The mythology of celestials is notably less fleshed out in contrast to demonic entities. The chaotic Abyss has 99 layers of expanding chaos and demon lords warring amongst themselves. The Nine Hells are a version of the series Game of Thrones with more bloodshed and more interesting subplots. And don’t get me started the mysterious Yugoloth. In the meantime, everything you need to know about celestials can be gleaned in an hour of wiki reading.

It’s not surprising that beings who look like biblical angels went underdeveloped. Rumor has it that Gygax was uncomfortable about giving players stat blocks for angels they could kill in their games, and although celestials were subsequently developed with a bigger range of appearances and roles, that controversial beginning hindered their growth. There is also a limit to what you can do with beings that are created to be servants of a god. Sure, they have free will, but their narrative potential is restricted. In that sense, the antagonists have much more freedom: They have established masters (Demon Lords, Archdevils, and etc.) but they’re in the end fickle and chaotic creatures that can evolve in a many ways without losing their unique nature.

How Critical Role Campaign 4 Reimagines Heavenly Beings

Honestly, I get it: Celestials are just not that interesting. Holy warriors of virtue that strike down wickedness in every manifestation can be cool, but they also become clichéd very fast. That widespread disinterest implies we remain unaware of a great deal about celestials. For example, we have yet to learn what occurs after the god who made them dies. There is no official explanation, and each Dungeon Master is free to come up with their own spin. Brennan Lee Mulligan decided to center this issue at the heart of the setting of Aramán, one where the gods have all been killed by mortals in a massive war that ended seven decades before the start of the campaign. So what happened to the followers of these divine beings?

Brennan’s solution is simple, horrifying, and highly intriguing: They became insane and became a blight that devastated whole nations. A great deal about the history of this world, the war against the gods, and its consequences in the current era has still to be revealed, but it appears that after the deities died, the celestial beings went “feral”. They became creatures that could annihilate entire regions if left unchecked. Viewers got a glimpse of how scary one of these creatures can be at the end of episode 2, as Wicander (player Sam Riegel) encountered his “ancestor,” a fearsome celestial kept chained in a enormous casket.

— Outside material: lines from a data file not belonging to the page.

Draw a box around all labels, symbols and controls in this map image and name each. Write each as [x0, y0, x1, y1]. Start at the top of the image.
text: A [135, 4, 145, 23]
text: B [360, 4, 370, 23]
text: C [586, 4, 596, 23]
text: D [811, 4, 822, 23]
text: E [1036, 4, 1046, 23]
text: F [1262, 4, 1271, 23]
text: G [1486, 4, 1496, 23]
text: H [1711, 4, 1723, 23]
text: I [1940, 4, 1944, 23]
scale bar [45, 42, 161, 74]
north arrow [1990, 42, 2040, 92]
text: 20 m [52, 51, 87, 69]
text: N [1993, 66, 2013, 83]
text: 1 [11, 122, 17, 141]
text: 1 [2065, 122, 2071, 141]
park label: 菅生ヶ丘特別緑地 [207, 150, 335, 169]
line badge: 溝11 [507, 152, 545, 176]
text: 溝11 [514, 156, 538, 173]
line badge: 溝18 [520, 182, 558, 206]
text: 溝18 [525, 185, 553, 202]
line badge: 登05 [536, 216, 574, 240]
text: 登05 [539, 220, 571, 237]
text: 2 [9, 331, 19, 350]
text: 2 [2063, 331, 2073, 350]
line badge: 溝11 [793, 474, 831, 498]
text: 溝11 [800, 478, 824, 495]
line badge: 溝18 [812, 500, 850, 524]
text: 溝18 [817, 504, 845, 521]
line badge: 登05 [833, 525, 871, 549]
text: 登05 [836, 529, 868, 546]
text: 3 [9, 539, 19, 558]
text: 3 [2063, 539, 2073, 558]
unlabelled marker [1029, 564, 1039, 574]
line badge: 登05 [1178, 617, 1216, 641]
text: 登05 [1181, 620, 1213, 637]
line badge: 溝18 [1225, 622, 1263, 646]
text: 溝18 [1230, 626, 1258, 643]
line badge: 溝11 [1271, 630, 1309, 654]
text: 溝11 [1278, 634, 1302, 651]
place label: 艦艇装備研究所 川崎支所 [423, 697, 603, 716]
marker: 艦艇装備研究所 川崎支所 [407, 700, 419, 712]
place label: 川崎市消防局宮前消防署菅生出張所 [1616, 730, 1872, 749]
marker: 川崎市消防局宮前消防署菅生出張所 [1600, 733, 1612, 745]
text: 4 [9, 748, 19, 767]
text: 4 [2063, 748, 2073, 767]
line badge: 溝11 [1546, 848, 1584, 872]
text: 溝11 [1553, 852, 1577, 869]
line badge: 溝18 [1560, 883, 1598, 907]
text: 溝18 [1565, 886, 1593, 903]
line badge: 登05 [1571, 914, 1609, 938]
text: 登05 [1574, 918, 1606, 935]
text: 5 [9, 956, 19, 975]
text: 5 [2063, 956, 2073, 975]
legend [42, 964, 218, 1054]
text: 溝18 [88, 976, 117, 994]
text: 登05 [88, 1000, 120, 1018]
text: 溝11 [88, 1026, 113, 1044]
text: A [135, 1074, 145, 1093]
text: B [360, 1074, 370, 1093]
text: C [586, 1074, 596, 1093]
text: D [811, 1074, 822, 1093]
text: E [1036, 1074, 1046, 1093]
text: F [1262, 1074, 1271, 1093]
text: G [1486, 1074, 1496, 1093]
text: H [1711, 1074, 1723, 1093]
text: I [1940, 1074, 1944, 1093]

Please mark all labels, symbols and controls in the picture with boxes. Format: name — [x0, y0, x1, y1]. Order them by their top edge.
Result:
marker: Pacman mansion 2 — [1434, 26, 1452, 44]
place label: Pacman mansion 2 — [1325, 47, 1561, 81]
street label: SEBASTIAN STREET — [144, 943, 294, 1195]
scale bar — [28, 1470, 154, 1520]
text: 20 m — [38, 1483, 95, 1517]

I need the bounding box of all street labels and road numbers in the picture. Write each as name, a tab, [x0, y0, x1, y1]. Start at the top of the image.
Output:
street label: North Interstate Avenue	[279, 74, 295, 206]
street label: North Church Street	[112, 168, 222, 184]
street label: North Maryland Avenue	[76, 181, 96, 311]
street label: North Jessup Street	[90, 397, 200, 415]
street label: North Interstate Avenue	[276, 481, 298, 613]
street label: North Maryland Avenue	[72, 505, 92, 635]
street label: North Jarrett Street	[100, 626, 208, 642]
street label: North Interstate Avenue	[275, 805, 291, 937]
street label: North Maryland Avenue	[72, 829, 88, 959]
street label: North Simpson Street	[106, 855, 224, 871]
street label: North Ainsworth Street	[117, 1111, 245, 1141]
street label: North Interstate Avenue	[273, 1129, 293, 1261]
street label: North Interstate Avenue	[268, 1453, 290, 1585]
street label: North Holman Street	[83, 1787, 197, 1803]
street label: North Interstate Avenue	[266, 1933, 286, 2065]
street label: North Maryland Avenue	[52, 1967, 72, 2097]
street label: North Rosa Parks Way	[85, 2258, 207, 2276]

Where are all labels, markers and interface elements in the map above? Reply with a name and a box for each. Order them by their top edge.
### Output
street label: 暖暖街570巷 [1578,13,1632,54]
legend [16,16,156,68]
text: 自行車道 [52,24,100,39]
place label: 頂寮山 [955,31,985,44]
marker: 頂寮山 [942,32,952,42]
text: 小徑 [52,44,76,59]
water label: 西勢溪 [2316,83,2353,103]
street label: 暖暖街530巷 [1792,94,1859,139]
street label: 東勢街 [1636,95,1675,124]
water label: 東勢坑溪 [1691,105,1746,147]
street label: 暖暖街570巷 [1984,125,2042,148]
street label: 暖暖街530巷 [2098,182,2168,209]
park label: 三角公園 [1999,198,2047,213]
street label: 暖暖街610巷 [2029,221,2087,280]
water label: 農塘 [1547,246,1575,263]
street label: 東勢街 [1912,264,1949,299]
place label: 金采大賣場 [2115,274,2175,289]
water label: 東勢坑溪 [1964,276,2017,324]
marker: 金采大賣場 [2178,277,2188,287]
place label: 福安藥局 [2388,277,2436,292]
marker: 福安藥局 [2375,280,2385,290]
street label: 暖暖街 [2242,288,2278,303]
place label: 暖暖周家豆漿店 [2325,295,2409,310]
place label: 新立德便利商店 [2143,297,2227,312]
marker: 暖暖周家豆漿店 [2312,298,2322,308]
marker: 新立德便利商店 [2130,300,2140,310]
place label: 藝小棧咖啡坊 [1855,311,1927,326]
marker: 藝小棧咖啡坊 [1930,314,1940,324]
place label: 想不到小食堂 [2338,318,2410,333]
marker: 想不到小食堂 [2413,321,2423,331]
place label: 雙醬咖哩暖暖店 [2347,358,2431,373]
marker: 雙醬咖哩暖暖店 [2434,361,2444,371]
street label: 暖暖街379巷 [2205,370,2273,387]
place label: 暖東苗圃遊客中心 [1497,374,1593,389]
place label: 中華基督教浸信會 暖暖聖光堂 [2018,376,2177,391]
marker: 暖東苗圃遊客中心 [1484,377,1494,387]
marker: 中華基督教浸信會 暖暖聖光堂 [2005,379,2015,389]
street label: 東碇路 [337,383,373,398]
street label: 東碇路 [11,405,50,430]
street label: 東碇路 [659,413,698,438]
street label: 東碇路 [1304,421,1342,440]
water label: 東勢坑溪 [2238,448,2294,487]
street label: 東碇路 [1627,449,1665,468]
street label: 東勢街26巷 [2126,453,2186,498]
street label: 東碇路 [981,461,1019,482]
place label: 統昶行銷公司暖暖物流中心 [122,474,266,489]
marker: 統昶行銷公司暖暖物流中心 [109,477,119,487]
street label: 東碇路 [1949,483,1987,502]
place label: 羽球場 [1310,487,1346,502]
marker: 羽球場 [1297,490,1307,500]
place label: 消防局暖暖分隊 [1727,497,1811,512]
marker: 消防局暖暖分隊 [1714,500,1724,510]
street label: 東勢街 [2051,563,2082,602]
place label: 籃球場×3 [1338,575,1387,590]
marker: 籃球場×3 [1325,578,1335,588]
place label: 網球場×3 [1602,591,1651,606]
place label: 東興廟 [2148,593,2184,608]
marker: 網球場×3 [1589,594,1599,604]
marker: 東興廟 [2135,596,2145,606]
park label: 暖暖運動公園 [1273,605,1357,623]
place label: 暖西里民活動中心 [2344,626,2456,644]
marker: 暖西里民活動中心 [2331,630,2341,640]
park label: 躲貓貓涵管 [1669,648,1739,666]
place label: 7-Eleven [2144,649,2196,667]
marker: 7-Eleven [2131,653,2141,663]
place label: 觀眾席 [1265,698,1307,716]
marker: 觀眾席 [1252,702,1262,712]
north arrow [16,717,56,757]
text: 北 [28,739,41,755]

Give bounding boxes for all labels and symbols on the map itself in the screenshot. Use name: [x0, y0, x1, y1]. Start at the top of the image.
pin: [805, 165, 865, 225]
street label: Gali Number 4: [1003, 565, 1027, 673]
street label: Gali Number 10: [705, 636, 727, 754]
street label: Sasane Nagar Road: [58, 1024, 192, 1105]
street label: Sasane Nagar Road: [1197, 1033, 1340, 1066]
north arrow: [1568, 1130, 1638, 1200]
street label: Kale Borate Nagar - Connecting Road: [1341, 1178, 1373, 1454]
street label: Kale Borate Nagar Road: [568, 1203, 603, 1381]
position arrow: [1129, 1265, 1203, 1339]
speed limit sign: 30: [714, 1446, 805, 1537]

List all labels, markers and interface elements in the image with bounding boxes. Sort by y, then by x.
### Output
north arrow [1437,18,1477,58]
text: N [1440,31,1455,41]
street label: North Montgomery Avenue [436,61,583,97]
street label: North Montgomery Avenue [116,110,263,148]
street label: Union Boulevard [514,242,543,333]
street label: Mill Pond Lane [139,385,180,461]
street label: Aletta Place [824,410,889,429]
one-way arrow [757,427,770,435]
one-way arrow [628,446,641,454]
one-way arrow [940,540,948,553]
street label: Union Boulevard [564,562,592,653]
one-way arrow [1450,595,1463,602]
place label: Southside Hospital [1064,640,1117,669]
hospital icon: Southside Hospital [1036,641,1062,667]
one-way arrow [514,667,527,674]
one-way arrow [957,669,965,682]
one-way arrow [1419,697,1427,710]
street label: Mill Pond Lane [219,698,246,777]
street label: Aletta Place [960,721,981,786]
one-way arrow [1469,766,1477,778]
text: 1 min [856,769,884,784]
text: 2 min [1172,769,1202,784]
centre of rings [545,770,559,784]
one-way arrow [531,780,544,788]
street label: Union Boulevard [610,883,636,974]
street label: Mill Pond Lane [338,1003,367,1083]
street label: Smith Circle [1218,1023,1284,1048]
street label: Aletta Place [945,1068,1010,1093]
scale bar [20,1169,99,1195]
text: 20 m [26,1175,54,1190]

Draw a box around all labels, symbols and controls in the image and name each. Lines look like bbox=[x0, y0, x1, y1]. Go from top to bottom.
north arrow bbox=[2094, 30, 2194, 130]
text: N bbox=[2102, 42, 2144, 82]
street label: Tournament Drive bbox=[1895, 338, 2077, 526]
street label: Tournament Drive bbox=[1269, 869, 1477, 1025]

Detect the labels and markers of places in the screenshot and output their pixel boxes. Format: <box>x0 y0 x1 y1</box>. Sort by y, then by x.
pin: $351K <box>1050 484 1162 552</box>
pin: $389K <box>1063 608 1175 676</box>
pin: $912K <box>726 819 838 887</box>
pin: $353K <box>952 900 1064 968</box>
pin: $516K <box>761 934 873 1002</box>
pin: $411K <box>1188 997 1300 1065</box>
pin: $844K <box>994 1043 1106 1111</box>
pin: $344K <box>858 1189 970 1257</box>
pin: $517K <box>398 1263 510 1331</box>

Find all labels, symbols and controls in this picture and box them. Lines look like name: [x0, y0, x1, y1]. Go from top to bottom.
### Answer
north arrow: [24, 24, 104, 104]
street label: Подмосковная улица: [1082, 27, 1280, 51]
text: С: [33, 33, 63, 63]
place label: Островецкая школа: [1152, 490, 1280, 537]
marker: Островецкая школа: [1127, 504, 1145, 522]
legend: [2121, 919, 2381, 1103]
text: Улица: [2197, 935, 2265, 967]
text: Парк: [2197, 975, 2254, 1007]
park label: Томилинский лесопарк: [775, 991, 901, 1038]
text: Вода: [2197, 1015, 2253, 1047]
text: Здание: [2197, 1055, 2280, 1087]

It’s not a coincidence that the most interesting celestials in Dungeons & Dragons, narratively, are those who have lost their divinity. The angel Zariel, as an instance, was a powerful Solar whose obsession with ending the eternal Blood War led to her being tainted by Asmodeus and transformed into an Archdevil of Hell. The planetar Fazrian is a little-known Planetar who was called forth by a cleric inside the dungeon Undermountain and developed a fixation on “purging” the wickedness in the Terminus area of the massive dungeon, slowly succumbing to the madness permeating the place.

The corruption observed in the fourth campaign of Critical Role assumes a distinct form. These celestial beings did not lose their virtue. They weren’t tricked, or misled by their own arrogance or obsessions. They are casualties; another dreadful consequence of the Shapers’ War. As Campaign 4 continues, I hope the DM focuses on the idea that, no matter how “just” that conflict was, the mortals who emerged victorious may nonetheless lament the consequences. Their realm has been harmed, their link to the hereafter has been severed, and the beings that were once their protectors, guiding their spirits to safety following death, are now terrifying calamities.

Certainly, this may just be a practical method to address Gygax’s initial quandary. It is simple to justify killing an angel when it’s a shrieking, mad entity with rows of teeth, but I also feel highly fascinated by this fresh variation of the celestial mythology in Dungeons & Dragons. I don’t necessarily agree with the DM’s loathing for gods in his campaigns, but I still prefer these monstrous celestials to the one-dimensional {

Christopher Johnson
Christopher Johnson

A seasoned gambling analyst with over a decade of experience in casino game reviews and responsible gaming advocacy.